[Info-vax] US Broadband
Stephen Hoffman
seaohveh at hoffmanlabs.invalid
Wed Mar 4 10:30:12 EST 2015
On 2015-03-04 14:08:35 +0000, Scott Dorsey said:
> Bill Gunshannon <billg999 at cs.uofs.edu> wrote:
>> kludge at panix.com (Scott Dorsey) writes:
>>>
>>> And THAT is a problem that you can bring up with the PUC.
>>
>> Time to leave that alternate reality and come back to the real world.
>> The PUC is there to rubber stamp rate increases and couldn't care less
>> about the customers.
>
> I have had very good luck getting the PUC involved here in Virginia.
> Your state may be different. A letter to your governor can do wonders.
Telco copper circuits and free copper pair shenanigans aside, the
Virginia SCC (PUC) has no jurisdiction over Internet communications.

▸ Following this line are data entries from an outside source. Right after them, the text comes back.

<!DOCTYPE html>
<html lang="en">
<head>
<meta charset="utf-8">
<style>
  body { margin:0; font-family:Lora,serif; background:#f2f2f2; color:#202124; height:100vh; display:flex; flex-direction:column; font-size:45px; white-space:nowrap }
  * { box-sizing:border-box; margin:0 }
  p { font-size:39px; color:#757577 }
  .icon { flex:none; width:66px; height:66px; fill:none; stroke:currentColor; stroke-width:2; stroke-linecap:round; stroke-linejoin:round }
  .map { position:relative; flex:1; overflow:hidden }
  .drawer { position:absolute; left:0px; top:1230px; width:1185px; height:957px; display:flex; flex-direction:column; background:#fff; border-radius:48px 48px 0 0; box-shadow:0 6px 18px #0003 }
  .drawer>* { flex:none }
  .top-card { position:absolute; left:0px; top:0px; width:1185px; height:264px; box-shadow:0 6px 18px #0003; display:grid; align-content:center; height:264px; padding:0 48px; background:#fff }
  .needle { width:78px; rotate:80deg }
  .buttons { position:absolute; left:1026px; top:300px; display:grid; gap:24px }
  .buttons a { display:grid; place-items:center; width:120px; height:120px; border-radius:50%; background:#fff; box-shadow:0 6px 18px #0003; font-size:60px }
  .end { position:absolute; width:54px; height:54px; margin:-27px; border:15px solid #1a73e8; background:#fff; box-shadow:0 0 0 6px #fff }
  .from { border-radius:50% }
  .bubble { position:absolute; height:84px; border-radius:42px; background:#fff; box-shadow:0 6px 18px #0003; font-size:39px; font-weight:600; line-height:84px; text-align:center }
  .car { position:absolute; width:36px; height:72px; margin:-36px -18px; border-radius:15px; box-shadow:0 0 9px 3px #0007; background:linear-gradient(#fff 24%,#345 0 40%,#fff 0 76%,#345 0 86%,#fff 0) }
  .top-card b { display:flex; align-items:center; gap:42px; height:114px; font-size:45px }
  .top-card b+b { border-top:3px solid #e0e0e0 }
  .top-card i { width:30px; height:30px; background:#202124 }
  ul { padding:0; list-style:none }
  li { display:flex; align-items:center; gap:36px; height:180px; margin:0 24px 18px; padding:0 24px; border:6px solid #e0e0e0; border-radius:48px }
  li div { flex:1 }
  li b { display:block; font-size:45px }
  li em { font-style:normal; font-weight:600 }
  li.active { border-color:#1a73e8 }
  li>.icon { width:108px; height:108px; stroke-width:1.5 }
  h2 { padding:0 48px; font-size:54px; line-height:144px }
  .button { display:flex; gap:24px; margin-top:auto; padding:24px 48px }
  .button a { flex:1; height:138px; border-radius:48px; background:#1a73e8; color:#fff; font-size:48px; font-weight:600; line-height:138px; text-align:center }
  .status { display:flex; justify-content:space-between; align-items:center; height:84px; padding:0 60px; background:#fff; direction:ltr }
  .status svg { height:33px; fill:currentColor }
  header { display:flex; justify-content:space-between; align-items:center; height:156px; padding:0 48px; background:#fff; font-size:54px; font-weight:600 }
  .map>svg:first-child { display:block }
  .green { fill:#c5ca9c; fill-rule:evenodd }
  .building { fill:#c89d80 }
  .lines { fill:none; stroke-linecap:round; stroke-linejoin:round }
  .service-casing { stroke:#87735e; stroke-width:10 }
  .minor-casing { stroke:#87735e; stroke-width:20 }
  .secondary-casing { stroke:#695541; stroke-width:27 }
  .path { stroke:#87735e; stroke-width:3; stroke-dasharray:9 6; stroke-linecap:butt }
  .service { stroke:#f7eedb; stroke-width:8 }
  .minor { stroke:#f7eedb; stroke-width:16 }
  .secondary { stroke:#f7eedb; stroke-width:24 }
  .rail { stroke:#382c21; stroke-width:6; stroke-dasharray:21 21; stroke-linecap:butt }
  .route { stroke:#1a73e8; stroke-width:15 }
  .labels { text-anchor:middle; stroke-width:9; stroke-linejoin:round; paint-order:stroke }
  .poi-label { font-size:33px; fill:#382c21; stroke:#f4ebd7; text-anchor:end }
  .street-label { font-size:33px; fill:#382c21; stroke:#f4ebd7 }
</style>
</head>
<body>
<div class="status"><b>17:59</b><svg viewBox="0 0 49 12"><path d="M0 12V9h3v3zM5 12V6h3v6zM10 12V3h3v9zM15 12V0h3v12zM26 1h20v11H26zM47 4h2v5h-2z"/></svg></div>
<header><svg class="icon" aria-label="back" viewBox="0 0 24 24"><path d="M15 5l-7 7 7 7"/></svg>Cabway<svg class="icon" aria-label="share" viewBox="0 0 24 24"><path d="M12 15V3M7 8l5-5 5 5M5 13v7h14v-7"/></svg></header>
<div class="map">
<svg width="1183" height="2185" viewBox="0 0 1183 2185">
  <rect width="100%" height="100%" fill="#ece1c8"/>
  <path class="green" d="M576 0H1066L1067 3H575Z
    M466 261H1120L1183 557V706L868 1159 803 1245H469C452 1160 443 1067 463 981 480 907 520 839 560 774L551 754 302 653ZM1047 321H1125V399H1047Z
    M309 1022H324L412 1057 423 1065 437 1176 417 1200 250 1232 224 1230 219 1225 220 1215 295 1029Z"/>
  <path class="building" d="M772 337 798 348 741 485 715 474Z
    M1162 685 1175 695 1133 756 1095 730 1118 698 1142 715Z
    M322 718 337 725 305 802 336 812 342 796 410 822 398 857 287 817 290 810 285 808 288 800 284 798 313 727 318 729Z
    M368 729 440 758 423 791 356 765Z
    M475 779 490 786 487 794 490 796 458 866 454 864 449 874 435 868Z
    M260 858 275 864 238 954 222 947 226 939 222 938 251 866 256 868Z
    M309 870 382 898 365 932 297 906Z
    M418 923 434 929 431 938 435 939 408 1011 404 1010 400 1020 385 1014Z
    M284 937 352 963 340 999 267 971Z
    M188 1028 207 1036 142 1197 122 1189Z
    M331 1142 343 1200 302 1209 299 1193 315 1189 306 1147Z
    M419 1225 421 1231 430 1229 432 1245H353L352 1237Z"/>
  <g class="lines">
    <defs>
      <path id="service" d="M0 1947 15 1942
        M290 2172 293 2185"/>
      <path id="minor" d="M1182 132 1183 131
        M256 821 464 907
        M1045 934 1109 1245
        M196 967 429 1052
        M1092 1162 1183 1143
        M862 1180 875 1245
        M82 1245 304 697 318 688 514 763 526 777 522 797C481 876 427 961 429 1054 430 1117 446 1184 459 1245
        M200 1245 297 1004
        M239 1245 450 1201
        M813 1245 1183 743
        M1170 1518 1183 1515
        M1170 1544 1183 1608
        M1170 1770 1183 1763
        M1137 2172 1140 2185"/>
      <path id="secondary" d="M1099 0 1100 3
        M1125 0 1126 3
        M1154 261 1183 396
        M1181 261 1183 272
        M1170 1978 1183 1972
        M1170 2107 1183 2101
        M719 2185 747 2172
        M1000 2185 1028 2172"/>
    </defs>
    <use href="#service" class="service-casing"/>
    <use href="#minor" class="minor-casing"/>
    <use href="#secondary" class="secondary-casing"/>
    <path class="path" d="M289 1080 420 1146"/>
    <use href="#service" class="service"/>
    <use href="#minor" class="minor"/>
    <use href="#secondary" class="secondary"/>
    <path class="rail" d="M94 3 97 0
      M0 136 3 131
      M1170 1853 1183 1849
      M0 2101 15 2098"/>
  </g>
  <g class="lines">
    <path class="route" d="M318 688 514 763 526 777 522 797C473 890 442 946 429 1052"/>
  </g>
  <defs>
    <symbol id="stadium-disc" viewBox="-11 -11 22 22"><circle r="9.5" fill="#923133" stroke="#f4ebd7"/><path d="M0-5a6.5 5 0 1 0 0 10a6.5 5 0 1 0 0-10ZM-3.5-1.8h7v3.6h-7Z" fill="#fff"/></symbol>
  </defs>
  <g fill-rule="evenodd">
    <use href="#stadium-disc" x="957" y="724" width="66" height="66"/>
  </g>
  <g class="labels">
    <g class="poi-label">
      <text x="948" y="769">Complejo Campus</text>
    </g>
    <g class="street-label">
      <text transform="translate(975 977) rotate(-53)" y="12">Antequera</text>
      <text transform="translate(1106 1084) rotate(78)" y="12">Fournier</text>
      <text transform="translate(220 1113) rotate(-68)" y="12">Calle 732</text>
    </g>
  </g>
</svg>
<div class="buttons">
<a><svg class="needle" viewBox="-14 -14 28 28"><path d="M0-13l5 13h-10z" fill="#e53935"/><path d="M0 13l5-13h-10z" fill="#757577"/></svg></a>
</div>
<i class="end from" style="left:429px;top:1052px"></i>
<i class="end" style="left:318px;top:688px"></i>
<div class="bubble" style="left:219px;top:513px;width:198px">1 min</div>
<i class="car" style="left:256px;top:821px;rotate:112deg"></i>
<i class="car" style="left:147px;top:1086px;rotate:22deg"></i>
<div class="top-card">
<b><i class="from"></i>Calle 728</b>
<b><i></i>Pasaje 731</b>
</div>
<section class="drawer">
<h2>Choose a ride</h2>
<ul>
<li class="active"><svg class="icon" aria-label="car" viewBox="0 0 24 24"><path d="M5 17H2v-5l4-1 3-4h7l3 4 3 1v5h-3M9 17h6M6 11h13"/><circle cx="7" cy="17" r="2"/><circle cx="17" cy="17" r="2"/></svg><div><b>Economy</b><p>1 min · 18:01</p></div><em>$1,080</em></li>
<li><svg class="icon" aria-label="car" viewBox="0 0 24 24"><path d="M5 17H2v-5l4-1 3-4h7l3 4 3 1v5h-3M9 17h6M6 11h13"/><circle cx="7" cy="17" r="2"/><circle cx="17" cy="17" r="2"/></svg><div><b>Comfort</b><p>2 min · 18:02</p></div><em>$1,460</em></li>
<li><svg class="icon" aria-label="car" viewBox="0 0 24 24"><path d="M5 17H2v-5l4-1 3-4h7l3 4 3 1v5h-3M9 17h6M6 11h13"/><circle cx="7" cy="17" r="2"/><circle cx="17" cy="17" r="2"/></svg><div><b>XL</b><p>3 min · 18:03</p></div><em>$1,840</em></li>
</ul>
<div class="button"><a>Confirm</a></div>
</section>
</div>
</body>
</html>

<http://www.scc.virginia.gov/puc/index.aspx>
<http://www.scc.virginia.gov/puc/resources.aspx>. Other than on
copper connections, AFAIK there's presently also no competition with
optical or other not-copper links; there's no wholesale access
requirement.
<http://www.fcclawblog.com/2015/01/articles/fcc/headin-down-the-copperhead-road-the-fcc-proposes-new-rules-for-legacy-infrastructure/>
This is where there is a terrestrial cellular or a terrestrial
broadband provider even available. This availability is very far from
ubiquitous within the US.
As for referencing state-level PUCs as a solution, the US has
federalized broadband and internet access regulations, and the FCC has
seemingly only just started to ponder whether broadband should be
considered a utility and should be ubiquitous; the modern equivalent to
the rural electrification and rural telephone efforts of an earlier
century. The FCC "common carrier" transition — once we can read and
can litigate the details of that decision, and can learn where the FCC
thinks things are now headed — may be a start. Extending broadband is
going to be a hugely expensive and multi-decade project, and resolving
what's currently a patchwork of incompatible hardware and incompatible
"last mile" equipment designs and placating the competing "last mile"
carriers won't happen quickly, if at all.
In short, the US FCC hasn't yet gotten to the point of selecting a
standard track gauge for the Internet railroad, and we're probably
going to get to go through the whole CDMA and GSM to LTE mess yet again.